Like Jäschke, Francke put his main efforts into Bible translation into literary Tibetan. However, he also emphasised the need to translate at least some portions of the Bible into the spoken languages of the region. In 1907, he printed a revised version of Jäschke's Harmony. He also prepared a Ladakhi Life of Christ, and in 1908, he published a Ladakhi version of Mark's Gospel. Yoseb Gergan produced a revised version of the Ladakhi St Mark, and this was published at Lahore in 1919.
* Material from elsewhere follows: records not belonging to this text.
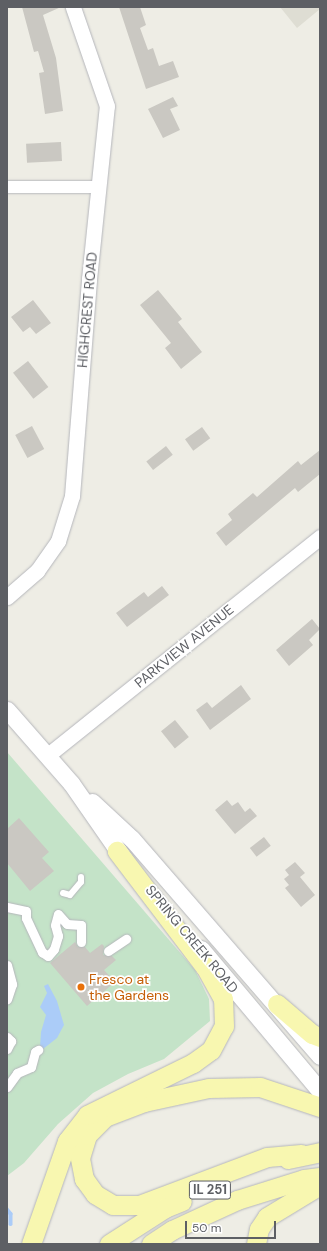 <!DOCTYPE html>
<html>
<head>
<meta charset="utf-8">
<style>
	body { margin:0 }
	#map { position:relative; width:327px; height:1251px; overflow:hidden; background:#eeede5; font-family:"DM Sans",sans-serif }
	div>[style] { position:absolute }
	.education>* { inset:0; background:#deddd3 }
	.green>* { inset:0; background:#c4e3c8 }
	.water>* { inset:0; background:#abccf8 }
	.stream>* { height:3.5px; margin:-1.75px; padding:0 1.75px; transform-origin:1.75px; border-radius:1.75px; background:#abccf8 }
	.building>* { inset:0; background:#cac8c2; transform-origin:0 0 }
	.roads { filter:drop-shadow(0 0 1px #b5b6bb) drop-shadow(0 0 1px #b5b6bb) }
	.service>* { height:6px; margin:-3px; padding:0 3px; transform-origin:3px; border-radius:3px; background:#fff }
	.pedestrian>* { height:9px; margin:-4.5px; padding:0 4.5px; transform-origin:4.5px; border-radius:4.5px; background:#fff }
	.minor>* { height:12px; margin:-6px; padding:0 6px; transform-origin:6px; border-radius:6px; background:#fff }
	.tertiary>* { height:15px; margin:-7.5px; padding:0 7.5px; transform-origin:7.5px; border-radius:7.5px; background:#fff }
	.secondary>* { height:17px; margin:-8.5px; padding:0 8.5px; transform-origin:8.5px; border-radius:8.5px; background:#fff }
	.primary>* { height:19px; margin:-9.5px; padding:0 9.5px; transform-origin:9.5px; border-radius:9.5px; background:#f8f7b0 }
	.dots>* { width:11px; height:11px; translate:-50% -50%; box-sizing:border-box; border:2px solid #fff; border-radius:50% }
	span { translate:-50% -50%; white-space:nowrap; text-align:center; line-height:1.15; -webkit-text-stroke:3.5px #fff; paint-order:stroke }
	.shield-label span { padding:1px 3px; background:#fff; border:1px solid; border-radius:3px; -webkit-text-stroke-width:0 }
	.shield-label { font-size:13px; color:#5d5f64; font-weight:700 }
	.street-label { font-size:14px; color:#5d5f64 }
	.food-label { font-size:14px; color:#c56008 }
	.left { translate:0 -50%; text-align:left }
	.frame { position:absolute; inset:0; border:8px solid #5d5f64; pointer-events:none }
	.scale { position:absolute; left:185px; top:1221px; width:91px; height:18px; box-sizing:border-box; border:2px solid #5d5f64; border-top:0; padding-left:5px; font-size:12px; line-height:14px; white-space:nowrap; color:#5d5f64; -webkit-text-stroke:3px #fff; paint-order:stroke }
</style>
</head>
<body>
<div id="map">
	<div class="education">
		<div style="clip-path:polygon(280px 7px,320px 7px,320px 9px,297px 28px)"></div>
	</div>
	<div class="green">
		<div style="clip-path:polygon(7px 752px,195px 970px,209px 999px,210px 1021px,164px 1059px,128px 1074px,93px 1093px,58px 1124px,24px 1163px,7px 1176px)"></div>
	</div>
	<div class="water">
		<div style="clip-path:polygon(48px 984px,57px 1001px,64px 1025px,57px 1038px,43px 1049px,40px 1047px,41px 1032px,46px 1015px,40px 1007px,47px 993px,44px 986px)"></div>
	</div>
	<div class="stream">
		<div style="left:7px;top:1209px;width:6px;rotate:51deg"></div>
		<div style="left:11px;top:1214px;width:10px;rotate:90deg"></div>
	</div>
	<div class="building">
		<div style="clip-path:polygon(22px 7px,61px 7px,43px 15px,56px 58px,63px 111px,45px 114px,39px 73px,44px 72px,38px 51px,34px 52px)"></div>
		<div style="clip-path:polygon(119px 7px,140px 7px,146px 25px,140px 28px,148px 50px,153px 48px,159px 66px,173px 61px,179px 77px,146px 89px)"></div>
		<div style="clip-path:polygon(173px 97px,178px 106px,170px 109px,180px 130px,163px 138px,148px 109px)"></div>
		<div style="left:61px;top:142px;width:19px;height:35px;rotate:87deg"></div>
		<div style="clip-path:polygon(158px 290px,182px 319px,178px 322px,202px 352px,181px 369px,165px 348px,171px 343px,140px 305px)"></div>
		<div style="clip-path:polygon(33px 300px,51px 323px,36px 334px,30px 327px,23px 332px,11px 317px)"></div>
		<div style="left:28px;top:361px;width:33px;height:19px;rotate:52deg"></div>
		<div style="left:32px;top:426px;width:26px;height:19px;rotate:62deg"></div>
		<div style="left:202px;top:427px;width:14px;height:21px;rotate:54deg"></div>
		<div style="left:166px;top:446px;width:11px;height:25px;rotate:52deg"></div>
		<div style="clip-path:polygon(320px 450px,320px 474px,298px 492px,295px 488px,226px 546px,216px 533px,232px 520px,228px 514px,253px 493px,257px 497px,298px 461px,301px 465px)"></div>
		<div style="clip-path:polygon(162px 586px,169px 595px,127px 627px,116px 613px,144px 592px,148px 597px)"></div>
		<div style="clip-path:polygon(312px 619px,320px 629px,309px 640px,313px 645px,289px 666px,276px 650px)"></div>
		<div style="clip-path:polygon(241px 685px,251px 699px,210px 730px,196px 710px,207px 702px,212px 708px)"></div>
		<div style="left:175px;top:720px;width:22px;height:18px;rotate:51deg"></div>
		<div style="clip-path:polygon(227px 800px,232px 806px,238px 802px,245px 812px,250px 808px,257px 816px,235px 834px,215px 810px)"></div>
		<div style="clip-path:polygon(19px 818px,49px 852px,42px 858px,54px 871px,30px 891px,7px 863px,7px 829px)"></div>
		<div style="left:264px;top:837px;width:11px;height:18px;rotate:52deg"></div>
		<div style="clip-path:polygon(295px 862px,305px 873px,300px 877px,315px 895px,301px 907px,285px 888px,289px 885px,284px 879px,289px 875px,285px 870px)"></div>
		<div style="clip-path:polygon(75px 942px,78px 947px,85px 947px,90px 953px,102px 944px,104px 946px,103px 955px,112px 956px,116px 960px,104px 970px,115px 982px,87px 1006px,50px 963px)"></div>
	</div>
	<div class="roads">
		<div class="service">
			<div style="left:63px;top:893px;width:7px;rotate:16deg"></div>
			<div style="left:70px;top:895px;width:17px;rotate:-50deg"></div>
			<div style="left:81px;top:882px;width:5px;rotate:-90deg"></div>
		</div>
		<div class="pedestrian">
			<div style="left:7px;top:907px;width:19px;rotate:12deg"></div>
			<div style="left:26px;top:911px;width:7px;rotate:90deg"></div>
			<div style="left:26px;top:918px;width:38px;rotate:65deg"></div>
			<div style="left:42px;top:952px;width:7px;rotate:34deg"></div>
			<div style="left:48px;top:956px;width:9px;rotate:-49deg"></div>
			<div style="left:54px;top:949px;width:14px;rotate:-73deg"></div>
			<div style="left:58px;top:936px;width:11px;rotate:-105deg"></div>
			<div style="left:55px;top:925px;width:11px;rotate:-75deg"></div>
			<div style="left:58px;top:914px;width:13px;rotate:48deg"></div>
			<div style="left:67px;top:924px;width:14px;rotate:4deg"></div>
			<div style="left:81px;top:925px;width:17px;rotate:90deg"></div>
			<div style="left:108px;top:951px;width:22px;rotate:-34deg"></div>
			<div style="left:7px;top:965px;width:20px;rotate:75deg"></div>
			<div style="left:12px;top:984px;width:16px;rotate:108deg"></div>
			<div style="left:7px;top:1037px;width:6px;rotate:45deg"></div>
			<div style="left:11px;top:1041px;width:9px;rotate:117deg"></div>
			<div style="left:7px;top:1087px;width:17px;rotate:-54deg"></div>
			<div style="left:17px;top:1073px;width:15px;rotate:-23deg"></div>
			<div style="left:31px;top:1067px;width:16px;rotate:-75deg"></div>
			<div style="left:35px;top:1052px;width:4px;rotate:-34deg"></div>
		</div>
		<div class="minor">
			<div style="left:7px;top:187px;width:91px"></div>
		</div>
		<div class="tertiary">
			<div style="left:7px;top:597px;width:40px;rotate:-41deg"></div>
			<div style="left:37px;top:571px;width:37px;rotate:-55deg"></div>
			<div style="left:58px;top:541px;width:47px;rotate:-72.7deg"></div>
			<div style="left:72px;top:496px;width:218px;rotate:-85.5deg"></div>
			<div style="left:89px;top:279px;width:174px;rotate:-84.1deg"></div>
			<div style="left:107px;top:106px;width:105px;rotate:-109deg"></div>
			<div style="left:48px;top:755px;width:349px;rotate:-38.7deg"></div>
		</div>
		<div class="secondary">
			<div style="left:7px;top:710px;width:97px;rotate:48.8deg"></div>
			<div style="left:71px;top:783px;width:96px;rotate:55.2deg"></div>
			<div style="left:92px;top:802px;width:54px;rotate:42.8deg"></div>
			<div style="left:132px;top:839px;width:287px;rotate:49.1deg"></div>
			<div style="left:201px;top:949px;width:185px;rotate:50deg"></div>
		</div>
		<div class="primary">
			<div style="left:277px;top:1004px;width:46px;rotate:40.6deg"></div>
			<div style="left:312px;top:1034px;width:9px;rotate:21deg"></div>
			<div style="left:301px;top:1154px;width:34px;rotate:175deg"></div>
			<div style="left:267px;top:1157px;width:137px;rotate:159.4deg"></div>
			<div style="left:139px;top:1205px;width:26px;rotate:180deg"></div>
			<div style="left:113px;top:1205px;width:21px;rotate:-149deg"></div>
			<div style="left:95px;top:1194px;width:19px;rotate:-126deg"></div>
			<div style="left:84px;top:1179px;width:21px;rotate:-101deg"></div>
			<div style="left:80px;top:1158px;width:24px;rotate:-73deg"></div>
			<div style="left:87px;top:1135px;width:25px;rotate:-45deg"></div>
			<div style="left:105px;top:1117px;width:42px;rotate:-21deg"></div>
			<div style="left:144px;top:1102px;width:66px;rotate:-12.2deg"></div>
			<div style="left:209px;top:1088px;width:51px;rotate:-1.1deg"></div>
			<div style="left:260px;top:1087px;width:63px;rotate:18.4deg"></div>
			<div style="left:288px;top:1159px;width:33px;rotate:-12deg"></div>
			<div style="left:31px;top:1244px;width:109px;rotate:-70.7deg"></div>
			<div style="left:67px;top:1141px;width:33px;rotate:-52deg"></div>
			<div style="left:87px;top:1115px;width:118px;rotate:-26.1deg"></div>
			<div style="left:193px;top:1063px;width:22px;rotate:-36deg"></div>
			<div style="left:211px;top:1050px;width:27px;rotate:-62deg"></div>
			<div style="left:224px;top:1026px;width:27px;rotate:-92deg"></div>
			<div style="left:223px;top:999px;width:37px;rotate:-119deg"></div>
			<div style="left:205px;top:967px;width:146px;rotate:-127.2deg"></div>
			<div style="left:109px;top:1244px;width:67px;rotate:-32.7deg"></div>
			<div style="left:165px;top:1208px;width:18px;rotate:-22deg"></div>
			<div style="left:151px;top:1244px;width:25px;rotate:-34deg"></div>
			<div style="left:172px;top:1230px;width:72px;rotate:-24.8deg"></div>
			<div style="left:237px;top:1200px;width:70px;rotate:-17.4deg"></div>
			<div style="left:304px;top:1179px;width:16px;rotate:-7deg"></div>
			<div style="left:256px;top:1244px;width:15px;rotate:-79deg"></div>
			<div style="left:259px;top:1229px;width:14px;rotate:-56deg"></div>
			<div style="left:267px;top:1217px;width:62px;rotate:-31.1deg"></div>
		</div>
	</div>
	<div class="dots">
		<div style="left:81px;top:987px;background:#e8710a"></div>
	</div>
	<div class="shield-label">
		<span style="left:210px;top:1190px">IL 251</span>
	</div>
	<div class="street-label">
		<span style="left:87px;top:310px;rotate:-85deg">HIGHCREST ROAD</span>
		<span style="left:184px;top:646px;rotate:-39deg">PARKVIEW AVENUE</span>
		<span style="left:192px;top:939px;rotate:50deg">SPRING CREEK ROAD</span>
	</div>
	<div class="food-label">
		<span class="left" style="left:89px;top:987px">Fresco at<br>the Gardens</span>
	</div>
	<div class="frame"></div>
	<div class="scale">50 m</div>
</div>
</body>
</html> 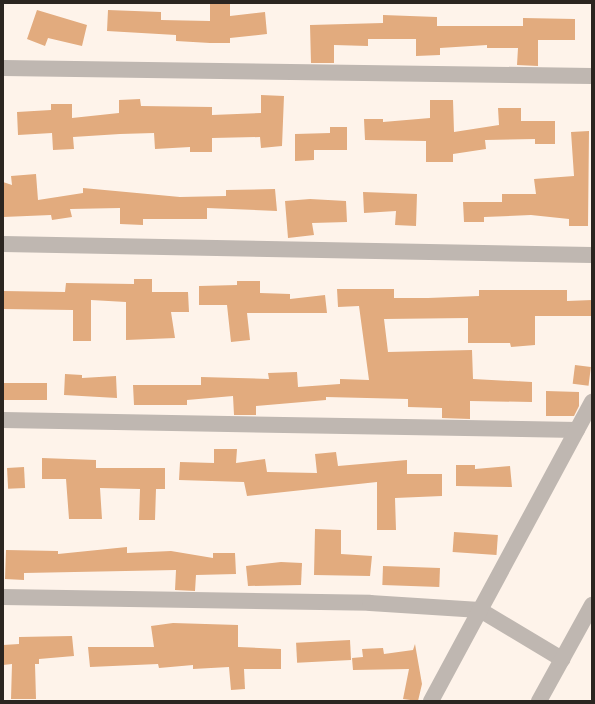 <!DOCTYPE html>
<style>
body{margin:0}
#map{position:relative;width:595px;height:704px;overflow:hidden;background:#fef3ea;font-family:Inter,sans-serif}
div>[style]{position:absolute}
.building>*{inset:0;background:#e2ab7e;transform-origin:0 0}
.street>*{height:16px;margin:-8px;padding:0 8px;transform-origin:8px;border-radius:8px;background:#bfb7b1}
span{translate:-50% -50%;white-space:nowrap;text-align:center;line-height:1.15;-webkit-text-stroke:4px #fff;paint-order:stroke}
.frame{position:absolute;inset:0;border:4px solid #2b2520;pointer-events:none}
</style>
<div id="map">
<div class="building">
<div style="clip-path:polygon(210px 3px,230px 3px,230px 16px,265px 12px,267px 34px,230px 38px,230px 43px,210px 43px,176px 41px,176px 35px,107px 31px,108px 10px,161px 12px,161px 20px,210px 21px)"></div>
<div style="clip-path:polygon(37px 10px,87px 25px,82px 46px,48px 38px,45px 46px,27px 39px)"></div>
<div style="clip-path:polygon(383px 15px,437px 17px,437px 26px,523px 26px,523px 18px,575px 19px,575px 40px,538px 40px,538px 66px,517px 65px,518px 48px,487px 48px,487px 45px,440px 48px,440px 55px,416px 56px,416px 39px,368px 39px,368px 46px,334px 45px,334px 63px,311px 63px,310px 25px,383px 23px)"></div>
<div style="clip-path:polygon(261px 95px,284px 96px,282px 146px,261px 148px,260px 137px,212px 138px,212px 152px,190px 152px,190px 147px,155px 149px,154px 133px,120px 134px,73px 137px,74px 149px,53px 150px,52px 133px,18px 135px,17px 112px,51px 110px,51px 104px,72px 104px,72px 118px,119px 113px,119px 100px,140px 99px,141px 106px,212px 107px,212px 115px,261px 113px)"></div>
<div style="clip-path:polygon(430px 100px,453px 100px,454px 132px,499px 125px,498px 108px,521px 108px,521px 121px,555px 121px,555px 144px,535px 144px,535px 139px,485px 140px,486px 149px,453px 154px,453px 162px,426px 162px,426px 141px,365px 140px,364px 119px,383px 119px,383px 122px,430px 118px)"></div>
<div style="clip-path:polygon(330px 127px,347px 127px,347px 150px,314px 150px,314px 160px,295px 161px,295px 134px,330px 133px)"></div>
<div style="clip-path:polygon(589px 131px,588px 226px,569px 226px,569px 219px,531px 215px,484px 217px,484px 222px,464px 222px,463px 202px,502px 202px,502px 194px,536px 194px,534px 179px,574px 176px,571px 132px)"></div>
<div style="clip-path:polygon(36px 174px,38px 200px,83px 193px,83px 188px,180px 197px,226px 196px,226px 190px,275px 189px,277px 211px,207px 208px,207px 219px,143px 219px,143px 225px,120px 224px,120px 208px,70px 209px,72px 217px,52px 220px,51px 215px,3px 217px,3px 182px,12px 185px,11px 176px)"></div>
<div style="clip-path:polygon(363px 192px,417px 194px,416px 226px,395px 225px,396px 211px,364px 213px)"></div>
<div style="clip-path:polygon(310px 199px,346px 201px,347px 222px,312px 223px,314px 235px,288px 238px,285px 201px)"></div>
<div style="clip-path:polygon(134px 279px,152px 279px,152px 292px,188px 292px,189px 312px,171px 312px,175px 338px,126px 340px,126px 302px,91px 300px,91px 341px,73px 341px,73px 310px,3px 309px,3px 291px,65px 292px,66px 283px,134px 284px)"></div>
<div style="clip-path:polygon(237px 281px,260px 281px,260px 293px,290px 294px,290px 299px,325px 295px,327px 313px,247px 313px,250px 340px,231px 342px,227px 305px,199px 305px,199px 286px,237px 285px)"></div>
<div style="clip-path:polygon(337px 289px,394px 289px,394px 298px,428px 298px,479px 296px,479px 290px,567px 290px,567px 301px,592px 300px,592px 316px,535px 316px,535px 345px,511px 347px,510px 343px,468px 343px,468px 318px,384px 319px,388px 352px,472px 350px,473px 379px,532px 382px,532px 402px,470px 401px,470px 419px,442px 418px,442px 408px,408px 407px,408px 399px,326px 397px,326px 400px,256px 406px,256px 415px,234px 415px,233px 396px,187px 400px,187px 405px,134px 405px,133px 385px,201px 385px,201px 377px,269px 379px,268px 373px,297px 372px,298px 387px,340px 384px,340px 379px,369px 380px,359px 306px,338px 307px)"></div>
<div style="left:575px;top:365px;width:16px;height:19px;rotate:7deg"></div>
<div style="clip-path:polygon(65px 374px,82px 375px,82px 378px,116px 376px,117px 398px,64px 395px)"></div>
<div style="left:47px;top:383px;width:17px;height:44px;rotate:90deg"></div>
<div style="clip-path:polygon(546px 391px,579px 392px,579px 406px,574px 416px,546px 416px)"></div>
<div style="clip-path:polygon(214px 449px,237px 449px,236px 463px,265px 459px,267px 472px,317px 473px,315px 454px,336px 452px,338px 466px,407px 460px,407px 474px,442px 474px,442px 496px,395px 498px,396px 530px,377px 530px,377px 482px,247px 496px,244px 482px,179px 480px,180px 462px,214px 463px)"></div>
<div style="clip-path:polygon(42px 458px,96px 460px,96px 468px,165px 468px,165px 489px,156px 489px,155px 520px,139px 520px,140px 489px,100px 488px,102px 519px,69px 519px,66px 479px,42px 479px)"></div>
<div style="clip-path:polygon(456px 465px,475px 465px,475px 469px,510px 466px,512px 487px,456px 486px)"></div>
<div style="left:24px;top:467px;width:21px;height:17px;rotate:87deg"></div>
<div style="clip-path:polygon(315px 529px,341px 530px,341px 554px,372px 556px,370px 576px,314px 575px)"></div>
<div style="left:454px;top:532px;width:44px;height:20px;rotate:4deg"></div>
<div style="clip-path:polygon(127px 547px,127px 553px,171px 551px,213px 558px,213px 553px,235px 553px,236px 574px,196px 575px,195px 591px,175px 590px,176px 570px,24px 573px,24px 580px,5px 579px,6px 550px,58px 551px,58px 554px)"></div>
<div style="clip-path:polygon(281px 562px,302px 563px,301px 585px,248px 586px,246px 566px)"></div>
<div style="left:383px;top:566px;width:57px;height:19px;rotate:2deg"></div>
<div style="clip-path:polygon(173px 623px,238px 625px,238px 647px,281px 649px,281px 669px,244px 669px,245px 689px,231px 690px,229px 667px,193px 669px,193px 665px,159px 668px,158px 664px,90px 667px,88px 647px,154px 647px,151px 626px)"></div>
<div style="clip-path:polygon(72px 636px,74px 656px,39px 659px,39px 664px,35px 664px,36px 699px,11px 699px,12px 664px,3px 665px,3px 645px,19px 644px,19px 637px)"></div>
<div style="left:350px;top:640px;width:20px;height:54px;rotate:87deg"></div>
<div style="clip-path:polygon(415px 644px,422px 684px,418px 701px,403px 699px,409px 669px,353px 670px,352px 658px,363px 657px,362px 649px,383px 648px,384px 654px,413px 650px)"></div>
</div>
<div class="street">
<div style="left:3px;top:68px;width:589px;rotate:0.78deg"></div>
<div style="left:3px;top:244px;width:589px;rotate:1.07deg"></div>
<div style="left:3px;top:420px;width:574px;rotate:1deg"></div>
<div style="left:3px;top:597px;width:367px;rotate:0.9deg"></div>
<div style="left:370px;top:603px;width:110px;rotate:3.6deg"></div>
<div style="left:480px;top:610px;width:96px;rotate:30.9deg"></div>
<div style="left:431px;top:701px;width:340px;rotate:-61.7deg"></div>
<div style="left:539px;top:701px;width:110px;rotate:-61.1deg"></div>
</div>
<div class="frame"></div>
</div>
These early vernacular translations adapted the classical literary spelling system rather than using a phonetic transcription of spoken Ladakhi. In the early 1950s, E. T. Phuntsog experimented with a greatly simplified spelling system for writing Ladakhi. However, he ran into opposition from a segment of the Ladakhi community who wanted to preserve the classical spelling system of the Buddhist Scriptures. Phuntsog translated excerpts from the Gospels of St Mark and St Luke using this script. However, his proposals were never accepted outside the small Christian community, and he was forced to put them on one side.

Today there is an ongoing project to translate the complete Bible into the low register of spoken Ladakhi (Zhung/Leh dialect) using a more phonemic spelling structure. Currently the New Testament and Genesis 1-16 have been completed.